In: Finance
How would a financial manager determine optimal capital structure? Please give a detailed explanation. How this would fit in with the company's capital expenditures, growth plans and operating results? Please provide examples. Please keep in mind that inadequate answers that already exist on the web.
Finance manager will be determining the optimal capital structure of the company by going through the need of the company and also determining the cost of various types of capitals available in the market so it will be trying to go through all of the options available and the nature of the requirement and the past trends of the company so, he will be estimating the capital structure of the company after going through following-
A. He would be looking at cost of debt capital available in the market and if it is available at a cheap price, he will be selecting debt capital.

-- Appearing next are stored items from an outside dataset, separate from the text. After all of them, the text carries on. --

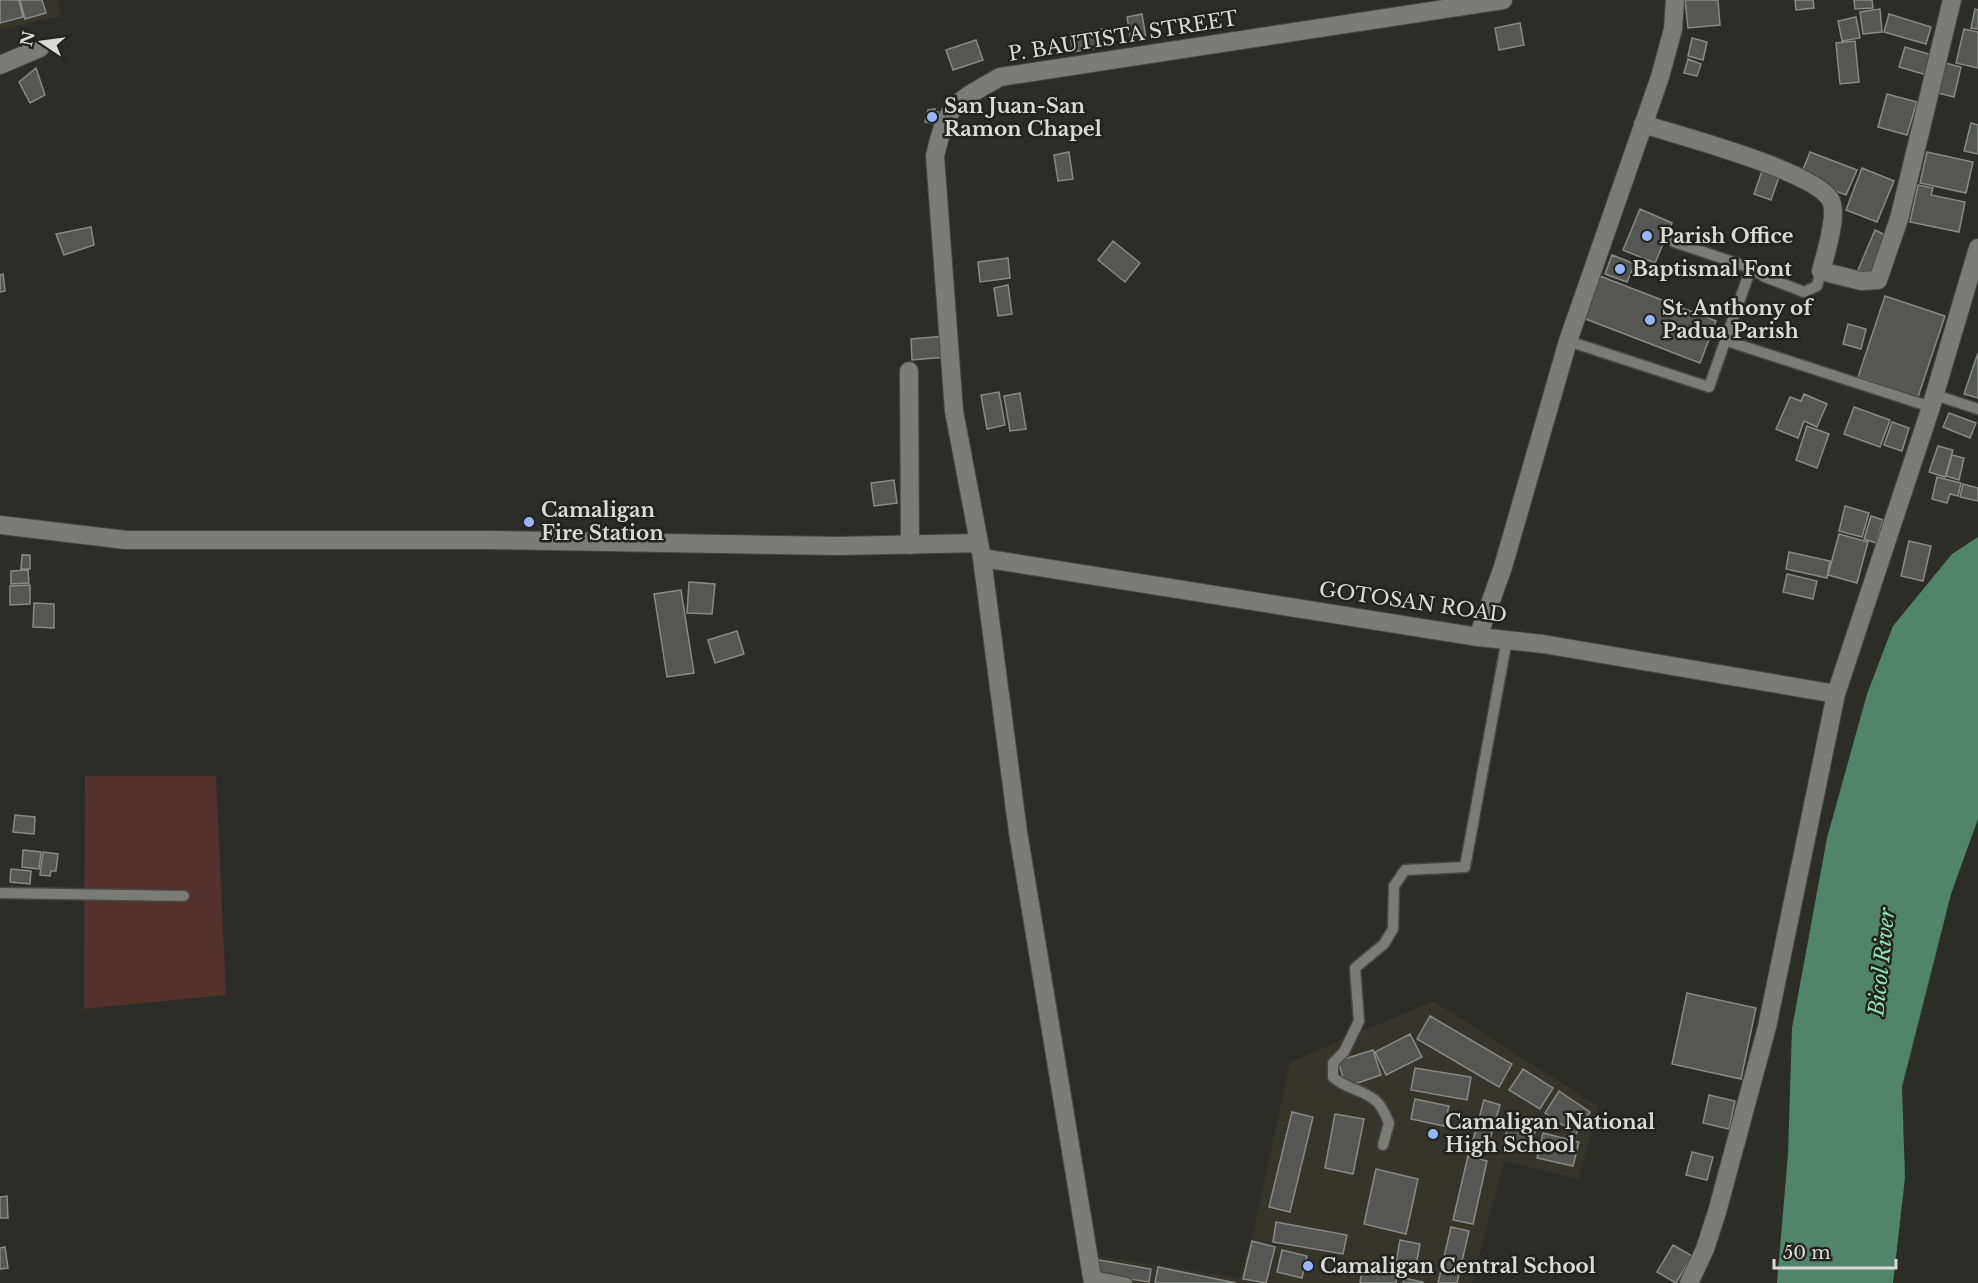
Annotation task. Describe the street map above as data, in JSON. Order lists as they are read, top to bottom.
{
  "streets": {
    "street": ["P. BAUTISTA STREET", "GOTOSAN ROAD"]
  },
  "crossings": [
    ["P. BAUTISTA STREET", "GOTOSAN ROAD"]
  ],
  "water": ["Bicol River"],
  "places": [
    "San Juan-San Ramon Chapel",
    "Parish Office",
    "Baptismal Font",
    "St. Anthony of Padua Parish",
    "Camaligan Fire Station",
    "Camaligan National High School",
    "Camaligan Central School"
  ],
  "scale_bar": "50 m",
  "north": "left"
}
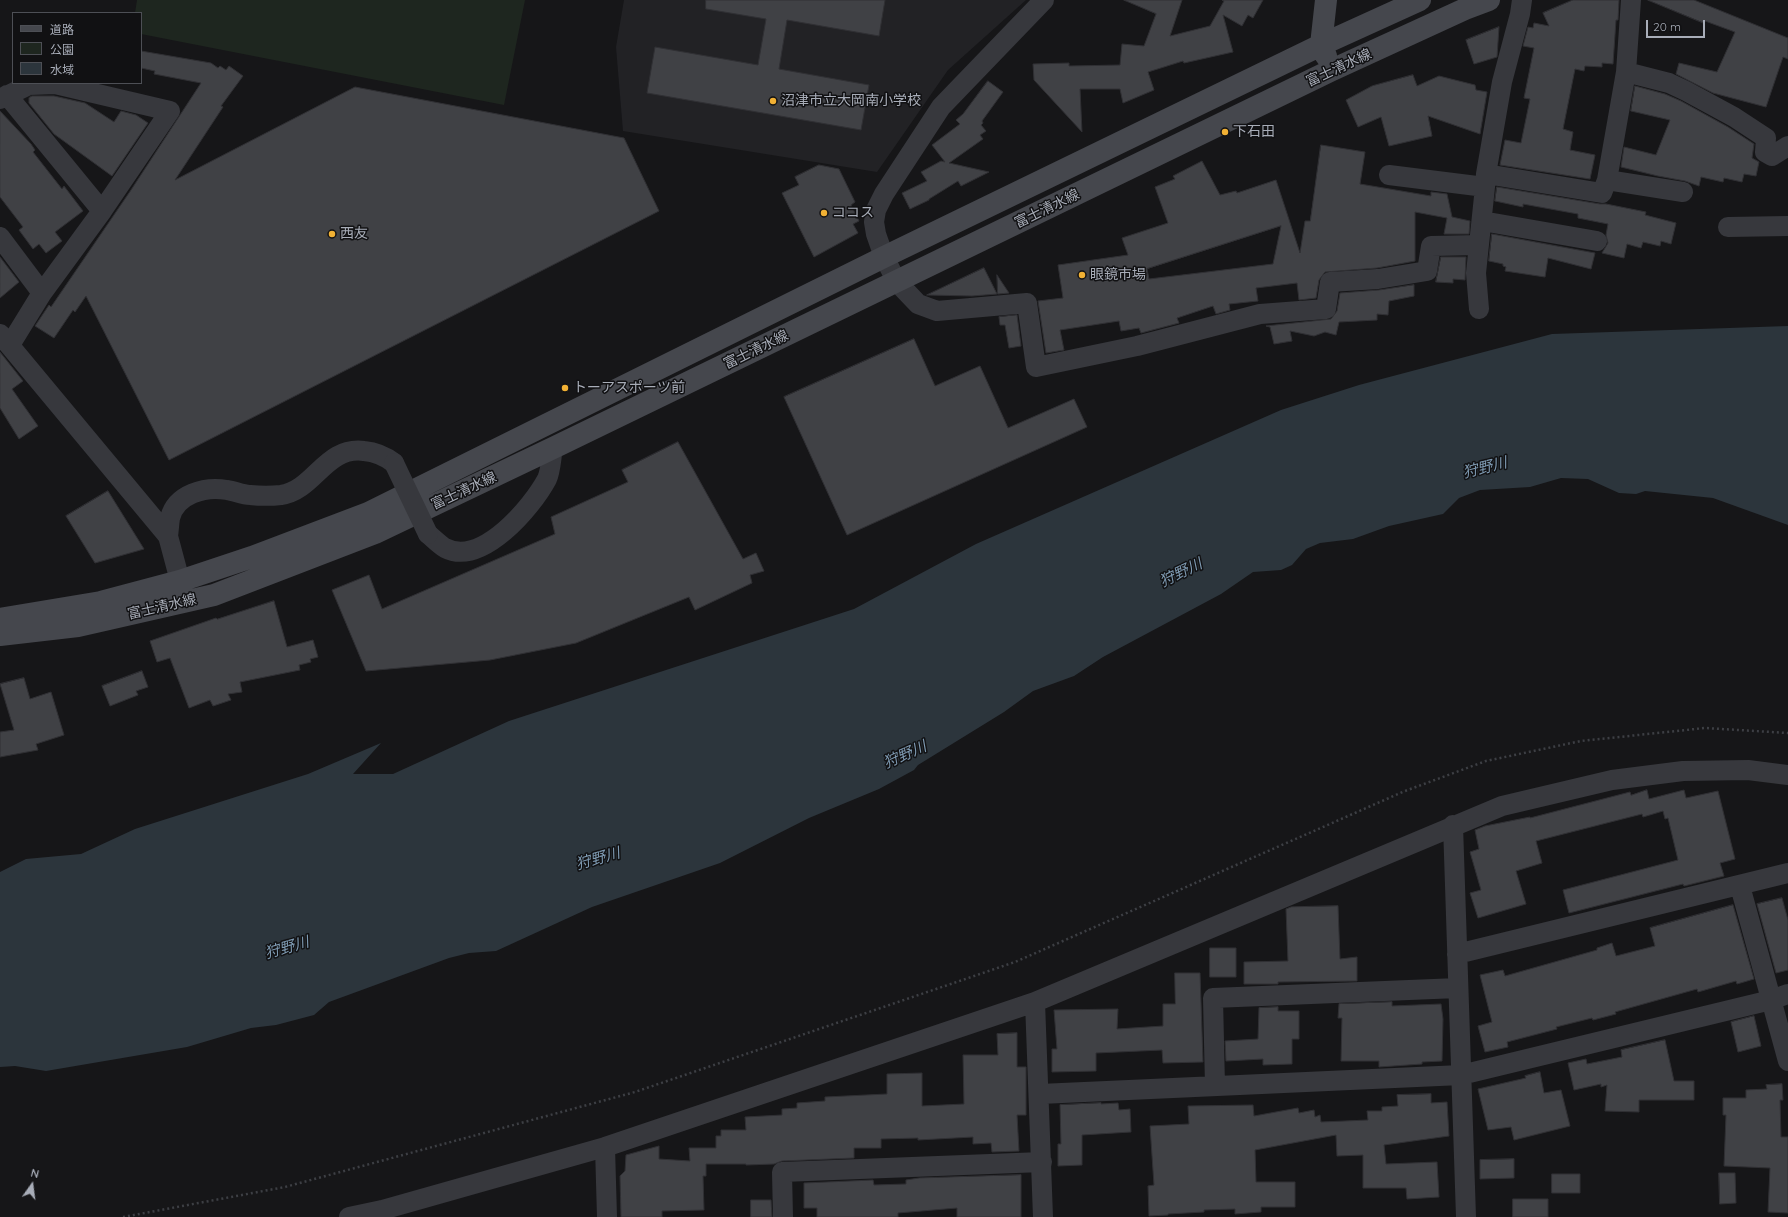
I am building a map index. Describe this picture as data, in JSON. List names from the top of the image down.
{
  "streets": {
    "main road": ["富士清水線"]
  },
  "water": ["狩野川"],
  "places": [
    "沼津市立大岡南小学校",
    "下石田",
    "ココス",
    "西友",
    "眼鏡市場",
    "トーアスポーツ前"
  ],
  "legend": ["道路", "公園", "水域"],
  "scale_bar": "20 m",
  "north": "top"
}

B. interest which are payable on debt capital are tax deductible in nature so he will be comparing the advantages associated with the debt capital with cost of financial distress which is also embedded that capital and he will be trying to find a balance between both of them.
C. He will also be trying to look at the flotation cost involved with the cost of equity and then decide upon the capital structure.

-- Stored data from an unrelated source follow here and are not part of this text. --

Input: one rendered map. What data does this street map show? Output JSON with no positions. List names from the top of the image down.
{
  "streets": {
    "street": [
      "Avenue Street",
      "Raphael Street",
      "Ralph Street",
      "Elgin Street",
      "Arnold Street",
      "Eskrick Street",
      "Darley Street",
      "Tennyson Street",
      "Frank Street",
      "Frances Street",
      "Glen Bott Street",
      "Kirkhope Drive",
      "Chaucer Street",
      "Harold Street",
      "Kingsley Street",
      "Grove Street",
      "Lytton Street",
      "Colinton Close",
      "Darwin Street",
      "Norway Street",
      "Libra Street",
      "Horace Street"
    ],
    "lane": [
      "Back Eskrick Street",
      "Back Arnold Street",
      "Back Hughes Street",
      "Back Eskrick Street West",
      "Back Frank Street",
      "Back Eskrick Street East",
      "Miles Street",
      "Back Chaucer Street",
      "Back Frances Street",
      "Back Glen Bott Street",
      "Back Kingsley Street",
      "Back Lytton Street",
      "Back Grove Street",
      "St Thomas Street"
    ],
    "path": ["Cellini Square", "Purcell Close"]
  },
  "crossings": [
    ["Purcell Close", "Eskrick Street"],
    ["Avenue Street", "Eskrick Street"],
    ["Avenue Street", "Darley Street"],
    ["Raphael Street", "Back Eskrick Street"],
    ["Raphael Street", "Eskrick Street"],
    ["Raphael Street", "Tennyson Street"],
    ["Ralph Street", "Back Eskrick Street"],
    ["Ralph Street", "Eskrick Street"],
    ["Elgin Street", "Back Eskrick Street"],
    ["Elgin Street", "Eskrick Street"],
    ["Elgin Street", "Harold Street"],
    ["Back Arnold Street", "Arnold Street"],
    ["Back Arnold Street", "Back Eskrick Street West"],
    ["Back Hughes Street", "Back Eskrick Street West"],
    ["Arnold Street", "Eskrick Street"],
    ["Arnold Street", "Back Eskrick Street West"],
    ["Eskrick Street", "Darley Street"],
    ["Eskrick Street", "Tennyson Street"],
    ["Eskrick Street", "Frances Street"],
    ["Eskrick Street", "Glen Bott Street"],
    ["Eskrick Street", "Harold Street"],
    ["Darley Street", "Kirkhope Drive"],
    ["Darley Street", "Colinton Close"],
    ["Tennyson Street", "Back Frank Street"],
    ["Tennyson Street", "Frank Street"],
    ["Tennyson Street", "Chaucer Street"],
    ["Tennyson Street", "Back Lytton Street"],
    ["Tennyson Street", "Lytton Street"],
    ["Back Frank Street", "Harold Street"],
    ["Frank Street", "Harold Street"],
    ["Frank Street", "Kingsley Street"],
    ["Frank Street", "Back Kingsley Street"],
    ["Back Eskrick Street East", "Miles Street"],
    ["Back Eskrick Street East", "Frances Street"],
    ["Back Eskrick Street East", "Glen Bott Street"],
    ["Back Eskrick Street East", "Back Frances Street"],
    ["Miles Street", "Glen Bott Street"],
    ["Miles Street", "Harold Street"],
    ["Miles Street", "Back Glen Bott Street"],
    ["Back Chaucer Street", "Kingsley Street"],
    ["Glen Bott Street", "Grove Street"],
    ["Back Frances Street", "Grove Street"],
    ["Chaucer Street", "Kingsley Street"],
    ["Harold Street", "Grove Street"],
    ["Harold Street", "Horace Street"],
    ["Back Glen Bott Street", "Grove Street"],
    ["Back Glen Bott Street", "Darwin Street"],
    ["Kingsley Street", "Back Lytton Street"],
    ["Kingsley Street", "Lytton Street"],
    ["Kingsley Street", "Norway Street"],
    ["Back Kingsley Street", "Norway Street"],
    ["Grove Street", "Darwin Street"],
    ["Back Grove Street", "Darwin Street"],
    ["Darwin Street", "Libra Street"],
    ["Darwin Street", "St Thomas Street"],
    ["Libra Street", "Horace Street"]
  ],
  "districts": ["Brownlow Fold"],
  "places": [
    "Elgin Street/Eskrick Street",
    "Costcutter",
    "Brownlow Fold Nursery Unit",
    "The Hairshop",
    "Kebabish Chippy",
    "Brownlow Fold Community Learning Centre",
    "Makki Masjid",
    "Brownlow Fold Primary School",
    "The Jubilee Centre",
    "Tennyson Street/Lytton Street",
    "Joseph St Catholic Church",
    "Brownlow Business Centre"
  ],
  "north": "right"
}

D. nature of the company and need of the company should also be looked into because some companies do not want dissolution of their equity so they will be prefering debt capital where as other companies are taking debt capital in order to expand themselves.
E. He will also be estimating the macrotrends which will be including inflation and interest rates into the economy in the future.
lower cost of capital will be helping the company's growth front to a higher extent and it will also be impacting the profit of the company because the lower cost of capital will be helping the company in order to establish a constant growth rate and it will also help the company in order to perform better on the operating front by reporting higher profits.
it can be exampled that a company which is looking for the growth will be placing higher amount of debt capital because the cost of debt is comparatively lower than the cost of equity and it would be leading to higher advantage because of difference in the growth rate and the cost of capital.